Keep an eye on Finjan, not just because of its Microsoft connections. Finjan has become a very malicious company. It deserves to go out of business. The sooner, the better.
Cisco, now known for its surveillance and back doors (which is even openly discusses when applying for standards), is receiving negative publicly because as its profits run dry (or more meager), it increasingly turns into more of a troll, just like Microsoft and Apple. Is this what Cisco wants to be renowned (or notorious) for? Remember that TrollTracker, a fighter against patent trolls. was a Cisco lawyer, but Cisco is now turning into what it fought. Arista, according to this article, says that Cisco is “Very Much Like a Patent Troll” (that’s the headline) and it’s coming all the way from the top. To quote the article, “Arista’s top lawyer used the company’s earnings call for trash-talk Thursday, saying Cisco is “behaving very much like a patent troll” in its intellectual property lawsuit against Arista.
“Arista Networks Inc. CEO Jayshree Ullal kicked off the badmouthing: “Despite all the overheated rhetoric we’ve been hearing from Cisco blogs about Arista’s brazen copying, we think the only thing brazen about the suit is the extreme length Cisco has gone to,” she said. “Our customers have shown unwavering support.”

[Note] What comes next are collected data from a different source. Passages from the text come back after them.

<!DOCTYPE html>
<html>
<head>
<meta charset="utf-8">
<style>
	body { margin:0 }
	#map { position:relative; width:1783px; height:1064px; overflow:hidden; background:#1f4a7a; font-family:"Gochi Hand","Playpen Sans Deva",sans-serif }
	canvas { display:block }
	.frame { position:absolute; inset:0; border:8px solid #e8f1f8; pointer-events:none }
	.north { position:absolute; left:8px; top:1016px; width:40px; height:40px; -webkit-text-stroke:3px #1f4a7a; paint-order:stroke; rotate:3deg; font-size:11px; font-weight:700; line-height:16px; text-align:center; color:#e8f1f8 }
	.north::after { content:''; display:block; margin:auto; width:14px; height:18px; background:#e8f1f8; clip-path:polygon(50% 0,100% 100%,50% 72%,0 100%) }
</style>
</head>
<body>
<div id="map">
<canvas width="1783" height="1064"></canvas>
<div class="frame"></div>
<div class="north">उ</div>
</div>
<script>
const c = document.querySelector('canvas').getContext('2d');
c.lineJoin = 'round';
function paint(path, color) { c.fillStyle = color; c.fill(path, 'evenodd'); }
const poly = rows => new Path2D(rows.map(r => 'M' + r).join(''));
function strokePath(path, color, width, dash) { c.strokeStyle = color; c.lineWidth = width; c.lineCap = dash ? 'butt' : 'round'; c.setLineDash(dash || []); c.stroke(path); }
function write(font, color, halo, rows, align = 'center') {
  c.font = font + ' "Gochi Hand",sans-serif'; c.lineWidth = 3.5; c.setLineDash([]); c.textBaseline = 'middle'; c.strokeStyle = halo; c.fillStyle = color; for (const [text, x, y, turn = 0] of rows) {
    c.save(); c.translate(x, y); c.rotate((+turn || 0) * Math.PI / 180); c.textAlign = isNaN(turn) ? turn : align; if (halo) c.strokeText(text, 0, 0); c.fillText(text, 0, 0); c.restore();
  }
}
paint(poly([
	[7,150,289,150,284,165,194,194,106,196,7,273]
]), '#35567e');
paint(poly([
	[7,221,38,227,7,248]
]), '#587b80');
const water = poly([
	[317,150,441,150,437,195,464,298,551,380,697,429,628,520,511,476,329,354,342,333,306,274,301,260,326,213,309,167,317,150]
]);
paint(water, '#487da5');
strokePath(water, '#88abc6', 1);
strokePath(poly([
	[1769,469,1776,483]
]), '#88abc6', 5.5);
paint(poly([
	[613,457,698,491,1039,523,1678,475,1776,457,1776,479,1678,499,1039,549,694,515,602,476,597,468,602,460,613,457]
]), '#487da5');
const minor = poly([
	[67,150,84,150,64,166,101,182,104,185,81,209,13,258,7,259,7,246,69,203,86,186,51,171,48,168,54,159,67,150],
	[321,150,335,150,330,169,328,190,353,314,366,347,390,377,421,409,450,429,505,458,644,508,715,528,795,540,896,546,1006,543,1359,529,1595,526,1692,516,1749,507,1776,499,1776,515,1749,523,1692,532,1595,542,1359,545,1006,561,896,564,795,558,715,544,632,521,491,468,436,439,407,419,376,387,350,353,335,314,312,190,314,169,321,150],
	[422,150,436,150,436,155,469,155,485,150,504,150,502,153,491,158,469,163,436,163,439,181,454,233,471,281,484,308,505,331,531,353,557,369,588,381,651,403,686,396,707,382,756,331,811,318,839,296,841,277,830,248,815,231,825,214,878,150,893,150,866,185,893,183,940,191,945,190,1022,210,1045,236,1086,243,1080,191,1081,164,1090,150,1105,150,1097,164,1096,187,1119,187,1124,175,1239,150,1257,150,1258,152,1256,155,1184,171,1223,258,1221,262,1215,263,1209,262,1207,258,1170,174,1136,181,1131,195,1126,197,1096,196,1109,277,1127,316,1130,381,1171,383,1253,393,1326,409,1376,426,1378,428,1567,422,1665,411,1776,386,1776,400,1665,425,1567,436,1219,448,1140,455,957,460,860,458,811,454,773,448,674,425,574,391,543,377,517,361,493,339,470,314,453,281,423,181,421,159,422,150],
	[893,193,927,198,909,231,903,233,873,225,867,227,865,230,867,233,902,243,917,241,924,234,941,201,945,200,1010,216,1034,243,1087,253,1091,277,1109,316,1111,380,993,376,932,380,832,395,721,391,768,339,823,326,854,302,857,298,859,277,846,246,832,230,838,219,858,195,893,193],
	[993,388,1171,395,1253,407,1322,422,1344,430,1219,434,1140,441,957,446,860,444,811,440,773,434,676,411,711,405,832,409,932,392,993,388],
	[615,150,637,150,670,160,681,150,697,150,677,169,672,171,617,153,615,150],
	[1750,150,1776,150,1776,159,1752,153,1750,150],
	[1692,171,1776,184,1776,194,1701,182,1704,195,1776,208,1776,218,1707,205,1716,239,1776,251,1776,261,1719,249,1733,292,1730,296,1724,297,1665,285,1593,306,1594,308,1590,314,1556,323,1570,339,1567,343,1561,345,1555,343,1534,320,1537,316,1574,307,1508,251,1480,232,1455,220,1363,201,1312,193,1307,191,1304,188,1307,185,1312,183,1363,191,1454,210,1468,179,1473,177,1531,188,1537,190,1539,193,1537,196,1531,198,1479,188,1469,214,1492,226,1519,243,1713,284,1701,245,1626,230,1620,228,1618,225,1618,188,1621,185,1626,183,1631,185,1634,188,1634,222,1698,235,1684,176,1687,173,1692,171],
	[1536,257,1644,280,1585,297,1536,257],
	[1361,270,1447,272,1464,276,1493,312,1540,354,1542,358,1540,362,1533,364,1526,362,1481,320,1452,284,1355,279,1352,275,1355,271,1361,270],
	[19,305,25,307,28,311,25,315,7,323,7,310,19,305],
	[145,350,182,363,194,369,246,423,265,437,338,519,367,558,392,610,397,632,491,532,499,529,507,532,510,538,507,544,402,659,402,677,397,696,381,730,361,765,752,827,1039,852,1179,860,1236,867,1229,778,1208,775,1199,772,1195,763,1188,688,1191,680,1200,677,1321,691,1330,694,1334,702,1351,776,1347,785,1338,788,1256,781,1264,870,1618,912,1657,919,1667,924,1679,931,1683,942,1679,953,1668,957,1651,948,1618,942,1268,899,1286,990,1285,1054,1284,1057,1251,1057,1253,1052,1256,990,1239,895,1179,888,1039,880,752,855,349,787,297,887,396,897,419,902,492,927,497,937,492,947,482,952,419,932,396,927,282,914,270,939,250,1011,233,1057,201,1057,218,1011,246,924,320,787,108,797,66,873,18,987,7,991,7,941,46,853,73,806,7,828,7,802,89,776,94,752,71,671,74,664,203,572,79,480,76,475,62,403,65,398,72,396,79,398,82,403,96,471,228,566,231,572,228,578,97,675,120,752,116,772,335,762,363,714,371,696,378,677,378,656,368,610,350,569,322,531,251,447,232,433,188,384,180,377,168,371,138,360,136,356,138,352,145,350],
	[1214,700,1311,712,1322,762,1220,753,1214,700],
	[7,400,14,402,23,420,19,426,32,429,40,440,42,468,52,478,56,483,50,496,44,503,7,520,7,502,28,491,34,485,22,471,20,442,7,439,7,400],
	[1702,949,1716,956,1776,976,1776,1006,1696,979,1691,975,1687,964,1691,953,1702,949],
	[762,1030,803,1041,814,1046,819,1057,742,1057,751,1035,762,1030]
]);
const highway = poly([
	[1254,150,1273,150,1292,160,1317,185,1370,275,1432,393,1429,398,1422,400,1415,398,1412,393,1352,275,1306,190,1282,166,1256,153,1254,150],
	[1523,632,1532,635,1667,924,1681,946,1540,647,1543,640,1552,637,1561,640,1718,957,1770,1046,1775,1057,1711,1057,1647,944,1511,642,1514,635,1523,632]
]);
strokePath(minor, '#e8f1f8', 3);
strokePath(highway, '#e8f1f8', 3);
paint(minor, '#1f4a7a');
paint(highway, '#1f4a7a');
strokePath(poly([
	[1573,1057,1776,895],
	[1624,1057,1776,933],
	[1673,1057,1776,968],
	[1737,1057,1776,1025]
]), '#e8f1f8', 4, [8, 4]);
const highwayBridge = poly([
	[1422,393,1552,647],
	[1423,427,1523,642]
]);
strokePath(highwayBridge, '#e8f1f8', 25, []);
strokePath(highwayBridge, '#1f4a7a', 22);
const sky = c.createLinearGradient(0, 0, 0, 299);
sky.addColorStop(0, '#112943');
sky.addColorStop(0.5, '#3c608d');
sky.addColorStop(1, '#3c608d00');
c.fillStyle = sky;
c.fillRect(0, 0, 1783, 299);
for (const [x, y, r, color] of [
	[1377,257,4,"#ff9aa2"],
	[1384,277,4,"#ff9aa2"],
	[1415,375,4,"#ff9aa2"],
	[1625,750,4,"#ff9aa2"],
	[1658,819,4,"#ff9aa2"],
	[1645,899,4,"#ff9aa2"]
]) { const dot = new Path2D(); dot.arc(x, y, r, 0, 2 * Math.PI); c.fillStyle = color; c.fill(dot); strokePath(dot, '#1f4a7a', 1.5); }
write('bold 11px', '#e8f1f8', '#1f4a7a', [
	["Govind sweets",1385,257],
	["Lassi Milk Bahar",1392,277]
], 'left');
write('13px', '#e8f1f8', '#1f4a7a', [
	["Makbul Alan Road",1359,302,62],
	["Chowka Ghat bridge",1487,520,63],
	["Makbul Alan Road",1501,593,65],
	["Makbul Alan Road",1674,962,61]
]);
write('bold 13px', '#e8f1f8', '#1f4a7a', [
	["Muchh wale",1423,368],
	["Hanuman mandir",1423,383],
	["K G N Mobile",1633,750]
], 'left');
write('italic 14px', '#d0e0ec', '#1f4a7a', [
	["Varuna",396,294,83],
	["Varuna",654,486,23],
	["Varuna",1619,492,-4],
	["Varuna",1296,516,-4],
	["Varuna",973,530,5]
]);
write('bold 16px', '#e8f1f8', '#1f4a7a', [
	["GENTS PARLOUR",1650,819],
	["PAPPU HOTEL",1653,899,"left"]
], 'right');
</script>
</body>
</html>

“Cisco has basically become another very malicious company, if not for colluding with espionage agencies, then for bulling/attacking rivals using patents.”“Arista Vice President and General Counsel Marc Taxay agreed. “Ironically … it appears to us at any rate that Cisco is behaving very much like a patent troll, which is pretty much what they’ve spent the last decade condemning.” Cisco is claiming patents for widely implemented features and functionality that exist on a broad range of switches today, and some of the patents affect features the patents were never intended to cover, Taxay said.”
The Wall Street Journal, taking note of “expensive legal battle with Cisco”, also expresses concerns about this case. “That may give some investors pause,” the author claims, “especially when Arista remains embroiled in an expensive legal battle with Cisco, which has accused it of infringing on patents.”
Cisco has basically become another very malicious company, if not for colluding with espionage agencies, then for bulling/attacking rivals using patents. Cisco used to be on the defensive, but now it’s on the ofsensive, and not against trolls. For a company that is eager to be seen as a FOSS and GNU/Linux supporter, this surely is a dumb strategy whose gains — if any — are massively outweighed by public image erosion.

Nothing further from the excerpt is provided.